La comercialización está a cargo de Newmark y RED Real Estate Developers. Según pudo saber El Cronista, actualmente ya hay cuatro interesados en avanzar con la compra de los lotes, ubicados sobre las avenidas Eduardo Madero y San Martín.

La operación se conoce en un momento en el que el mercado de oficinas comienza a mostrar señales de recuperación, después del impacto que tuvo la pandemia sobre el segmento corporativo.

Los últimos lotes

Catalinas II surgió sobre un predio ferroviario de más de 90.000 metros cuadrados ubicado entre las avenidas Eduardo Madero y Antártida Argentina y las calles Cecilia Grierson y San Martín, frente a Puerto Madero y a pocos metros de Retiro.

La Legislatura porteña habilitó su rezonificación para transformar un área ocupada durante años por playas de estacionamiento en un nuevo polo de edificios corporativos, residencias, comercios y hoteles. El proyecto contempló destinar el 65% de la superficie a espacios públicos y el 35% restante a desarrollos privados.

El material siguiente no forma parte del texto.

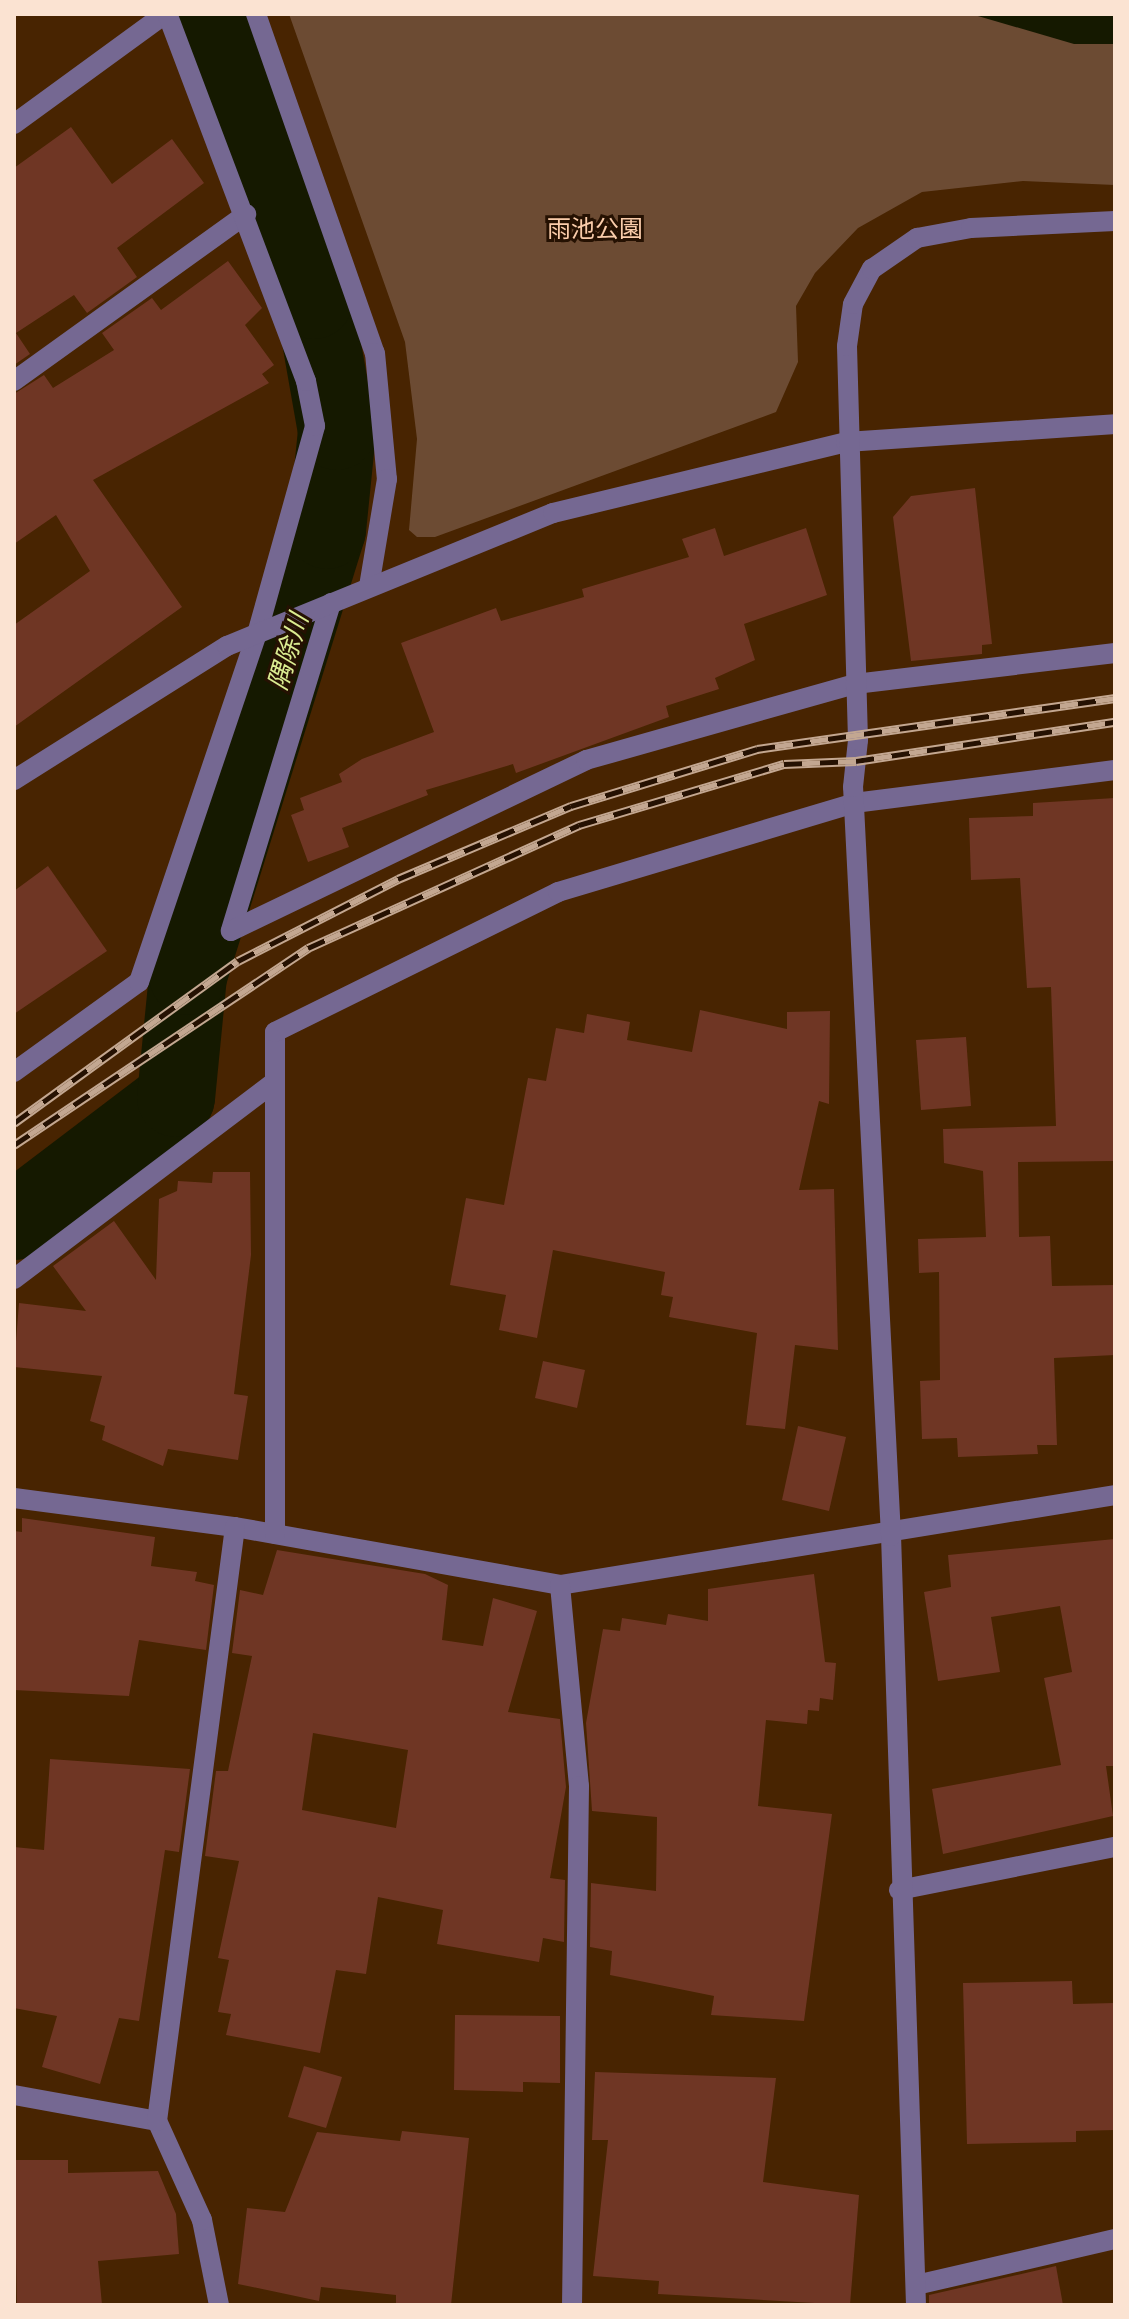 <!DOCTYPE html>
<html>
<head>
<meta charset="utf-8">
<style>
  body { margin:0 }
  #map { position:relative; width:1129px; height:2319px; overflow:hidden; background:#482401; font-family:Rubik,"Noto Sans JP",sans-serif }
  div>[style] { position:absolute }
  .green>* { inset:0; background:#6c4b33 }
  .water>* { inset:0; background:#151900 }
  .river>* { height:78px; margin:-39px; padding:0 39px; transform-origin:39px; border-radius:39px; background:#151900 }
  .building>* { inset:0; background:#6f3624 }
  .minor>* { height:20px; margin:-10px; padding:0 10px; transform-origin:10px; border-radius:10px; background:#756892 }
  .tertiary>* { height:20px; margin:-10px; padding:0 10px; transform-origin:10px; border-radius:10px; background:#756892 }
  .rail>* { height:9px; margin-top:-4.5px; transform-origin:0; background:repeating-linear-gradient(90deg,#251102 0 18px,#c3a791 0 36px); box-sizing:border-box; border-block:2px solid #c3a791 }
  span { translate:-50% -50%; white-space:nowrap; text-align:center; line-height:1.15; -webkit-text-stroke:6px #251102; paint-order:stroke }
  .park-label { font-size:24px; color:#faccaa }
  .water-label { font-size:26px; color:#dbec91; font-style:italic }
  .frame { position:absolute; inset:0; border:16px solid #fbe3d2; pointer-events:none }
</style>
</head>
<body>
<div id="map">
  <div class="green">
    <div style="clip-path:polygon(289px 14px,1115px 14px,1115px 185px,1023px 181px,922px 192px,858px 228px,815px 273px,796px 306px,798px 362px,776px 412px,435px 537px,417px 537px,409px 530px,417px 439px,405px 342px)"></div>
  </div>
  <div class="water">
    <div style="clip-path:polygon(971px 14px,1115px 14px,1115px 44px,1074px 44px)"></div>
  </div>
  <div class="river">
    <div style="left:14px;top:1221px;width:203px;rotate:-37.2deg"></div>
    <div style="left:176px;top:1098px;width:123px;rotate:-84.4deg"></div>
    <div style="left:188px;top:976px;width:467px;rotate:-72.7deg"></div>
    <div style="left:327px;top:530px;width:100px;rotate:-84.2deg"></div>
    <div style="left:337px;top:431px;width:133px;rotate:-100deg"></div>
    <div style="left:314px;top:300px;width:305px;rotate:-110.5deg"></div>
  </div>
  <div class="building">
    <div style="clip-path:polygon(71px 127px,112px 184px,172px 139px,204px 183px,117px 248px,137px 277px,87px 313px,74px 295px,16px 333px,30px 354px,14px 365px,14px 168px)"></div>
    <div style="clip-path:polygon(228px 261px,262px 308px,245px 325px,274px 365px,262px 374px,269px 383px,93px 480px,182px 607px,14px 727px,14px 625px,90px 571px,56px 515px,14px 544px,14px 394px,44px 375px,53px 388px,114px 350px,102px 333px,152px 298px,161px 310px)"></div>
    <div style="clip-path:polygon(975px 488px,992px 644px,982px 645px,982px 654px,911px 661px,893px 517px,911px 496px)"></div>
    <div style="clip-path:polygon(715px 528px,724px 556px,806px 528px,827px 595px,744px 624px,755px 660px,715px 678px,719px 689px,666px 706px,669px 717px,516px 773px,513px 764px,426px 790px,428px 795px,342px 828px,349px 847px,308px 862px,291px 815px,304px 810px,300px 798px,342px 782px,339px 774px,362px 759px,434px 732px,401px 643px,496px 608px,501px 621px,584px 597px,582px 589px,689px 557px,682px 539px)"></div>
    <div style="clip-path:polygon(1115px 798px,1115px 1161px,1018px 1162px,1019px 1237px,1050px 1236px,1052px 1286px,1115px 1285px,1115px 1355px,1054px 1358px,1057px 1445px,1037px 1445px,1038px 1454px,958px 1457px,957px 1438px,922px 1439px,920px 1381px,940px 1380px,939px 1272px,919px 1273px,918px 1239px,986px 1237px,983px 1171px,944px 1163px,943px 1129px,1056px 1126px,1051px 987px,1027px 988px,1020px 878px,971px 880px,969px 818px,1033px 816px,1033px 803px)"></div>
    <div style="clip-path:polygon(48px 866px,107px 951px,14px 1014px,14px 891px)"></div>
    <div style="clip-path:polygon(700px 1010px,787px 1029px,787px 1012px,830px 1011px,829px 1104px,819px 1101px,799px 1190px,834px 1189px,838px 1350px,795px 1345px,785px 1429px,746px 1425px,757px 1333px,669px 1317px,673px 1297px,661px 1295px,665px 1272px,553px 1250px,537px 1338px,499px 1330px,506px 1295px,450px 1285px,466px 1198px,504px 1205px,528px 1078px,546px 1081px,556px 1028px,584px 1033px,587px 1014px,630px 1022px,627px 1040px,692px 1052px)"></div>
    <div style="clip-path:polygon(966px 1037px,971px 1106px,921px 1110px,916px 1040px)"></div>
    <div style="clip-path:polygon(213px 1172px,250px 1172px,251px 1255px,234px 1394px,248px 1396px,238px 1460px,168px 1449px,163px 1466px,102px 1440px,105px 1426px,90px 1421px,102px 1376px,14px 1367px,19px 1303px,86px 1311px,53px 1266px,114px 1221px,156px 1280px,159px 1199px,177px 1191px,178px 1181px,212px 1183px)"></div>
    <div style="clip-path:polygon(543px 1361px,585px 1370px,577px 1408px,535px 1398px)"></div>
    <div style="clip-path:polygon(798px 1426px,846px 1437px,829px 1511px,782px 1500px)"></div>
    <div style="clip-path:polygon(22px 1518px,155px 1537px,151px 1566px,197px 1572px,195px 1581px,214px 1585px,206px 1650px,139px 1640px,129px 1696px,14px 1690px,14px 1531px,22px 1532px)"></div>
    <div style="clip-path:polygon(1115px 1539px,1115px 1766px,1106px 1766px,1113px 1816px,943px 1854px,932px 1789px,1061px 1765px,1044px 1678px,1072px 1672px,1060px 1606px,991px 1617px,1000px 1672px,938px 1681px,924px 1592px,951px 1587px,948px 1555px)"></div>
    <div style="clip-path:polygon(evenodd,277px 1550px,425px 1574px,448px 1585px,442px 1640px,483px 1646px,493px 1598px,537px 1611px,508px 1712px,560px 1719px,566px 1787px,550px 1878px,565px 1880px,564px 1942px,543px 1938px,539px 1962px,437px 1944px,443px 1910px,378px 1897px,366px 1974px,336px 1970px,320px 2053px,226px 2035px,231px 2014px,218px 2012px,229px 1960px,218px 1958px,239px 1861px,205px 1856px,216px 1771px,228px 1771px,252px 1656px,232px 1653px,240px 1590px,263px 1595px,277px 1550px,313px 1733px,408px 1750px,396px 1828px,302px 1810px,313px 1733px)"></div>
    <div style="clip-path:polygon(814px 1574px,825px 1662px,836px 1663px,833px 1700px,820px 1698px,819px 1711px,808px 1710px,807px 1724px,766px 1720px,758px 1806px,832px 1814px,804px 2021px,711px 2015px,714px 1996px,610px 1975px,612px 1951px,590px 1947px,591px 1883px,656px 1891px,657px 1817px,592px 1811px,586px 1723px,603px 1629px,620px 1631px,622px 1618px,666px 1625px,668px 1614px,708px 1621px,708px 1589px)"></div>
    <div style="clip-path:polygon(50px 1759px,190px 1769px,179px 1852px,165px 1850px,139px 2021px,119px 2018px,100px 2084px,42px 2067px,57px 2016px,14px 2008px,14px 1847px,44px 1850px)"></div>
    <div style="clip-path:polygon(1072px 1981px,1073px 2004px,1115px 2003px,1115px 2130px,1076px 2131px,1076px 2142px,967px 2144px,963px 1983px)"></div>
    <div style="clip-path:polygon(455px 2015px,560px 2016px,560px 2083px,523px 2082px,523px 2092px,454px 2090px)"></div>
    <div style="clip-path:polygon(304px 2066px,342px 2077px,326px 2128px,288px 2117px)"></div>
    <div style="clip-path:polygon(595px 2072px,776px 2078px,763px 2182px,859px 2195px,850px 2305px,658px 2294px,659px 2281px,593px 2276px,608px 2140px,592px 2140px)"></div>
    <div style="clip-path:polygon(402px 2131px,469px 2138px,451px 2305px,396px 2305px,396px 2295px,321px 2287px,319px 2301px,238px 2284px,247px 2208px,285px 2212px,317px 2132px,400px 2141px)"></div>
    <div style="clip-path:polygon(14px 2160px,68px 2160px,68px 2173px,158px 2171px,176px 2214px,179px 2254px,98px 2261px,102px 2305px,17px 2305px)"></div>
    <div style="clip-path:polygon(1056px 2266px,1063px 2305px,929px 2305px,929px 2295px)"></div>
  </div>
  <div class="minor">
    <div style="left:256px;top:14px;width:359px;rotate:70.7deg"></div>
    <div style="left:375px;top:353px;width:127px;rotate:84.6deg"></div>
    <div style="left:387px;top:479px;width:109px;rotate:99.5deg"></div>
    <div style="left:14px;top:124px;width:187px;rotate:-36.1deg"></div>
    <div style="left:14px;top:381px;width:286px;rotate:-35.7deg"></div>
    <div style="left:331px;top:603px;width:343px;rotate:107deg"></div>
    <div style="left:231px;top:931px;width:394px;rotate:-25.7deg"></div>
    <div style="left:586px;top:760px;width:280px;rotate:-15.8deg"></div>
    <div style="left:855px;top:684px;width:262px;rotate:-6.8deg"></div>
    <div style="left:14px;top:1072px;width:154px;rotate:-35.8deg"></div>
    <div style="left:139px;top:982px;width:367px;rotate:-71.3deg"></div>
    <div style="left:257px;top:634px;width:216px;rotate:-74.4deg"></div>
    <div style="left:315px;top:426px;width:46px;rotate:-101.3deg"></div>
    <div style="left:306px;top:381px;width:392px;rotate:-110.7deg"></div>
    <div style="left:14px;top:1279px;width:325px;rotate:-37.1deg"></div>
    <div style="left:14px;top:1498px;width:223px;rotate:7.5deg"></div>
    <div style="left:235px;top:1527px;width:330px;rotate:10.1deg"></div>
    <div style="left:560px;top:1585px;width:562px;rotate:-9.21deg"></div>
    <div style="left:275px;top:1534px;width:502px;rotate:-90deg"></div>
    <div style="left:275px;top:1032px;width:316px;rotate:-26.3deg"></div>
    <div style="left:558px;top:892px;width:309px;rotate:-16.7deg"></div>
    <div style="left:854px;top:803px;width:263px;rotate:-7.2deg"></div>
    <div style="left:560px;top:1585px;width:202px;rotate:84.6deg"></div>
    <div style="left:579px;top:1786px;width:519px;rotate:90.77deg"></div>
    <div style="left:899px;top:1890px;width:220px;rotate:-11.3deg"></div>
    <div style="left:14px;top:2095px;width:145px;rotate:10.3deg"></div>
    <div style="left:916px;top:2285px;width:204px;rotate:-13deg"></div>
    <div style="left:219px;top:2305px;width:87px;rotate:-101.3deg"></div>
    <div style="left:202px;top:2220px;width:109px;rotate:-114.4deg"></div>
    <div style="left:157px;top:2121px;width:599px;rotate:-82.52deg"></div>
  </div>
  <div class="tertiary">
    <div style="left:14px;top:780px;width:252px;rotate:-32.2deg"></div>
    <div style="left:227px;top:646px;width:352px;rotate:-22.2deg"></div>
    <div style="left:553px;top:513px;width:301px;rotate:-13.6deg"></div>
    <div style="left:846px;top:442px;width:270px;rotate:-3.8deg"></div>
    <div style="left:916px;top:2305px;width:769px;rotate:-91.86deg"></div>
    <div style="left:891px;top:1536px;width:750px;rotate:-92.9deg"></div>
    <div style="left:853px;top:787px;width:47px;rotate:-83.9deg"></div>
    <div style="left:858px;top:740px;width:394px;rotate:-91.6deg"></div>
    <div style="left:847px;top:346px;width:42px;rotate:-81.9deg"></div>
    <div style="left:853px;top:304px;width:40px;rotate:-62deg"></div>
    <div style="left:872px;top:269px;width:55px;rotate:-34.6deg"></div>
    <div style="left:917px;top:238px;width:55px;rotate:-10.5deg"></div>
    <div style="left:971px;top:228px;width:144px;rotate:-2.8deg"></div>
  </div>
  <div class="rail">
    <div style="left:14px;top:1123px;width:276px;rotate:-35.9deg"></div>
    <div style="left:238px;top:961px;width:180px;rotate:-27.1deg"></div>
    <div style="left:398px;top:879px;width:188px;rotate:-22.9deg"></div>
    <div style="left:571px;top:806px;width:195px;rotate:-17deg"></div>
    <div style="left:757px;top:749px;width:362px;rotate:-8.1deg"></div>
    <div style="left:14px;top:1145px;width:354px;rotate:-33.8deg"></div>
    <div style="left:308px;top:948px;width:298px;rotate:-24.4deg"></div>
    <div style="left:579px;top:825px;width:214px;rotate:-16.6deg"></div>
    <div style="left:784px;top:764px;width:72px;rotate:-2.4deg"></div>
    <div style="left:856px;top:761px;width:262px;rotate:-8.6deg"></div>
  </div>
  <div class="park-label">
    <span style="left:595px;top:230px">雨池公園</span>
  </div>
  <div class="water-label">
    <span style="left:289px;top:652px;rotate:-73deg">隅除川</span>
  </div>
  <div class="frame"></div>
</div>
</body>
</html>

Entre 2017 y 2019, la Agencia de Administración de Bienes del Estado (AABE) vendió las 7 parcelas en distintas subastas.

Consultatio fue uno de los principales compradores: adquirió tres terrenos por más de u$s 140 millones. Techint, a través de Santa María SAIF, se quedó con el último lote subastado por u$s 40,5 millones. También participaron TGLT y el fideicomiso BAP.

Desde entonces prácticamente no volvieron a aparecer terrenos de esa escala en el distrito.

Costantini vuelve a apostar por las oficinas

En 2019, Consultatio anunció Catalinas Río, un complejo de oficinas de más de 150.000 m2 y una inversión cercana a los u$s 400 millones, diseñado por el estudio estadounidense Skidmore, Owings & Merrill (SOM), autor de obras como el One World Trade Center de Nueva York.

Sin embargo, pocos meses después llegó la pandemia y el escenario cambió por completo. La expansión del trabajo remoto, los esquemas híbridos y el aumento de la vacancia en edificios corporativos llevaron a la desarrolladora a revisar el proyecto. En 2022, la compañía decidió replantear la iniciativa y comenzó a evaluar una reconversión hacia un desarrollo residencial.

Cuatro años después, el contexto volvió a cambiar. Durante el Coloquio de Acceso a la Vivienda realizado en BATEV, Costantini confirmó que la empresa estudia avanzar con una primera torre de aproximadamente 30.000 m2 destinada a oficinas.

“Vemos que en Catalinas, en edificios de buena calidad, prácticamente no hay disponibilidad. Vemos una oportunidad”, afirmó el empresario.